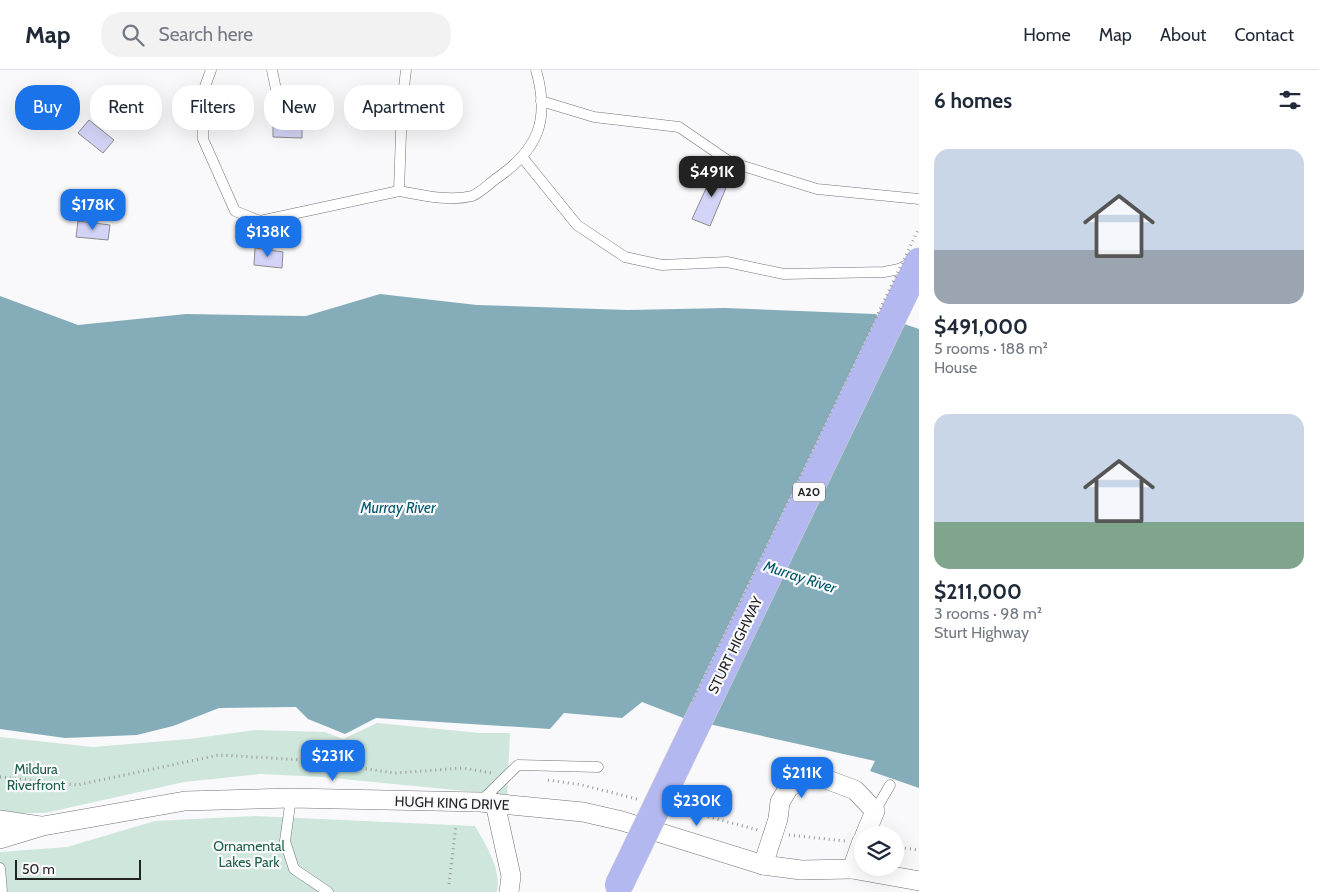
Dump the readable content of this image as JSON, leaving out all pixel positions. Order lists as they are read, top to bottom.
{
  "streets": {
    "highway": ["A20", "STURT HIGHWAY"],
    "street": ["HUGH KING DRIVE"]
  },
  "water": ["Murray River"],
  "parks": ["Mildura Riverfront", "Ornamental Lakes Park"],
  "scale_bar": "50 m",
  "page": {
    "header": "Map",
    "search": "Search here",
    "nav": [
      "Home",
      "Map",
      "About",
      "Contact"
    ],
    "heading": "6 homes",
    "chip": [
      "Buy",
      "Rent",
      "Filters",
      "New",
      "Apartment"
    ],
    "list": [
      {
        "name": "$491,000",
        "note": "5 rooms · 188 m² · House"
      },
      {
        "name": "$211,000",
        "note": "3 rooms · 98 m² · Sturt Highway"
      }
    ],
    "price": [
      "$491K",
      "$178K",
      "$138K",
      "$231K",
      "$211K",
      "$230K"
    ],
    "scale": "50 m"
  }
}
******************************
* _Problem to solve_: Across all the records, find the lines containing the word "note" and reproduce each one.

* _Solution below_:
        "note": "5 rooms · 188 m² · House"
        "note": "3 rooms · 98 m² · Sturt Highway"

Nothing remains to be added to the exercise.